Exercise directions:
Filter the records, keeping every line that has the string "this".

Exercise material:
============

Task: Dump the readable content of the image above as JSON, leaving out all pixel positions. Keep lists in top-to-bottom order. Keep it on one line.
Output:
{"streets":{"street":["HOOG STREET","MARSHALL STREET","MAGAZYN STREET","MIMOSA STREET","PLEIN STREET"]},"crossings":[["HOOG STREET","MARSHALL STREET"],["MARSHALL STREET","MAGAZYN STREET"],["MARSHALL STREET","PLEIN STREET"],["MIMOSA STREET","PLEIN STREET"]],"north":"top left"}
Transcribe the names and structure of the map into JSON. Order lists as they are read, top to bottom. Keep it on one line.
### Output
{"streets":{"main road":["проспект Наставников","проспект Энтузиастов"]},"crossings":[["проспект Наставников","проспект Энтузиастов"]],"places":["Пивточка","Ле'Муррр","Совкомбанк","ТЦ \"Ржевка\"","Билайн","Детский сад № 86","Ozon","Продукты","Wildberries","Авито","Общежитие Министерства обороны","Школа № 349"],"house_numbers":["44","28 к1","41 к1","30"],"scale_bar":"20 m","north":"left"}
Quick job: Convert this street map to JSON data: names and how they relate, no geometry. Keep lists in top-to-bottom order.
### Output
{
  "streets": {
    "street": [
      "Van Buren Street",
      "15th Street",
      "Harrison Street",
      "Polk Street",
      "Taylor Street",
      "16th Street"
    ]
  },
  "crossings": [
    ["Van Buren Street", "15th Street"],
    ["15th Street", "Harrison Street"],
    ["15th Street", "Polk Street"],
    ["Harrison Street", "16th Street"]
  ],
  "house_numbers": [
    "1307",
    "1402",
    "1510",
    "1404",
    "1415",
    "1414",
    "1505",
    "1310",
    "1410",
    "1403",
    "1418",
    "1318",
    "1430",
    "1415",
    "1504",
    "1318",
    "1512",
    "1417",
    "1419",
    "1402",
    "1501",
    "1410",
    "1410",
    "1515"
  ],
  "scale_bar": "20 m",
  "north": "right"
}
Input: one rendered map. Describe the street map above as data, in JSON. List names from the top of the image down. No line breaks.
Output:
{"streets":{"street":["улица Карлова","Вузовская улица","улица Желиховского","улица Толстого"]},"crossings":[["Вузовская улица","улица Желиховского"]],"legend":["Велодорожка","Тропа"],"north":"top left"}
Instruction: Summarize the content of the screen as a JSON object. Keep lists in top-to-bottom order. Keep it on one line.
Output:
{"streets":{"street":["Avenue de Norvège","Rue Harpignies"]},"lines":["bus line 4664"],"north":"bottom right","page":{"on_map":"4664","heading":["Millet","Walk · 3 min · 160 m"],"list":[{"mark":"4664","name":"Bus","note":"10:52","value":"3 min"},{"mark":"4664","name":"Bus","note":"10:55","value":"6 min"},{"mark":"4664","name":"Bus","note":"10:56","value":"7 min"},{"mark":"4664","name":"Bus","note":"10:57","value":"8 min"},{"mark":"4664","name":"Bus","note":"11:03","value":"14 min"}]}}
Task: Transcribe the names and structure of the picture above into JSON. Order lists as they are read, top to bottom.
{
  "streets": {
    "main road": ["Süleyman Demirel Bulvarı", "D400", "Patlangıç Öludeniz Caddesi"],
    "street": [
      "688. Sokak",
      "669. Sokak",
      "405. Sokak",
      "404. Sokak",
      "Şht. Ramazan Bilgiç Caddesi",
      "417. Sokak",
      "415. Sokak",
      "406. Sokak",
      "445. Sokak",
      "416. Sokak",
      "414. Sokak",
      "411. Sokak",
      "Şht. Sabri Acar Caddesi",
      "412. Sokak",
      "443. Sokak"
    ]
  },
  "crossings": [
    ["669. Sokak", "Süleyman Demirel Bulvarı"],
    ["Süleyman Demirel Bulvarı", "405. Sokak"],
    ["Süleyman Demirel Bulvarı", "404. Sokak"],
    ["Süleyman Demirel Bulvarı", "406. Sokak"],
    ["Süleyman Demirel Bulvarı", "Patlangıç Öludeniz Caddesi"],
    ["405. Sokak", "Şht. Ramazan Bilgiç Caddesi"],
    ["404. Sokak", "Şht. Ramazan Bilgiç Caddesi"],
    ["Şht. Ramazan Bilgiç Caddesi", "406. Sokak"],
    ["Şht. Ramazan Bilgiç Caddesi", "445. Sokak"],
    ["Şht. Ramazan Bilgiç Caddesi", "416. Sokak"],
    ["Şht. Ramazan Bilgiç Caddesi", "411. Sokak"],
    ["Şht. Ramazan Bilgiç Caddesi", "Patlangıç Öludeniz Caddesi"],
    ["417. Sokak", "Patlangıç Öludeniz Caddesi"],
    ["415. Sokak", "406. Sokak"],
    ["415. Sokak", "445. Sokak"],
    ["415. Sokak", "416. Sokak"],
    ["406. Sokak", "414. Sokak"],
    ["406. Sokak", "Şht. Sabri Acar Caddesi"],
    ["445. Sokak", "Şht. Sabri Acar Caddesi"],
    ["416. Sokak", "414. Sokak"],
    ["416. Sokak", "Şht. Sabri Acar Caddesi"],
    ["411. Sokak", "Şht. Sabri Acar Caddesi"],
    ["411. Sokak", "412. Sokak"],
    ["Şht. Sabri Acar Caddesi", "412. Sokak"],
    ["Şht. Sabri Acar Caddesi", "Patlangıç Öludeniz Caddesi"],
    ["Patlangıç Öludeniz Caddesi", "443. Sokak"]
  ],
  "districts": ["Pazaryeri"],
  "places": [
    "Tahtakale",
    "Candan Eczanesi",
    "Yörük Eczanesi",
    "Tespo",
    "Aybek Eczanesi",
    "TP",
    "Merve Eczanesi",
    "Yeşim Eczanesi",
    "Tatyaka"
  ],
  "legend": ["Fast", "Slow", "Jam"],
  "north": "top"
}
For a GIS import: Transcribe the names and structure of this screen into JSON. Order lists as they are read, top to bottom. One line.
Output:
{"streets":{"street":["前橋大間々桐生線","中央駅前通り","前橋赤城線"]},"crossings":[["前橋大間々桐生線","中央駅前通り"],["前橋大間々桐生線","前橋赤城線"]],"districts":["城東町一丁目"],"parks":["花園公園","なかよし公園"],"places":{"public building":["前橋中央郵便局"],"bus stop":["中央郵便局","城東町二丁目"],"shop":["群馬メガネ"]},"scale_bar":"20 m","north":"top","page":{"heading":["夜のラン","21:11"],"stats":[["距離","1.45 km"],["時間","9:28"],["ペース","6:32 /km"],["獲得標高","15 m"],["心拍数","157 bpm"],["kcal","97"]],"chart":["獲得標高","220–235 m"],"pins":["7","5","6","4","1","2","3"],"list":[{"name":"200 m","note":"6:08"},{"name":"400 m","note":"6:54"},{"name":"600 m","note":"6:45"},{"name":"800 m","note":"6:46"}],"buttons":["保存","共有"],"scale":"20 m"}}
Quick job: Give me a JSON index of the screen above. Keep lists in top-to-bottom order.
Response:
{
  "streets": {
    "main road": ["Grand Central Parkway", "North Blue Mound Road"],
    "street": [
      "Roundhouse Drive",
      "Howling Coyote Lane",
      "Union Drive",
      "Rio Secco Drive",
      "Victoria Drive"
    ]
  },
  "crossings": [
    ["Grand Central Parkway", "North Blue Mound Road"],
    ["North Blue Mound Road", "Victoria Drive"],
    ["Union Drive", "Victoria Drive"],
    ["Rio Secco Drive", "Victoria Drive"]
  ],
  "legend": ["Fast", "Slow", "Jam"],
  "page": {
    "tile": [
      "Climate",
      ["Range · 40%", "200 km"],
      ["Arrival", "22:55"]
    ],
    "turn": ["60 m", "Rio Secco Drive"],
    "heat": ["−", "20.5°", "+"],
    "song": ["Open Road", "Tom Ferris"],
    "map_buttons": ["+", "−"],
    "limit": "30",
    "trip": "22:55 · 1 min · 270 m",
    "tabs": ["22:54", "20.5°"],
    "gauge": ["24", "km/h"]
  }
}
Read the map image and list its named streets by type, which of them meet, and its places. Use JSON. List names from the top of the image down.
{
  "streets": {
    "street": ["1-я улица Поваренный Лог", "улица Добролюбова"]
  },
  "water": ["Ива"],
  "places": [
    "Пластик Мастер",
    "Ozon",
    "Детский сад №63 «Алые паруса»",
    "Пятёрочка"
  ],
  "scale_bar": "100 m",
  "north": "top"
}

============

Response to the exercise:
Quick job: Convert this street map to JSON data: names and how they relate, no geometry. Keep lists in top-to-bottom order.
For a GIS import: Transcribe the names and structure of this screen into JSON. Order lists as they are read, top to bottom. One line.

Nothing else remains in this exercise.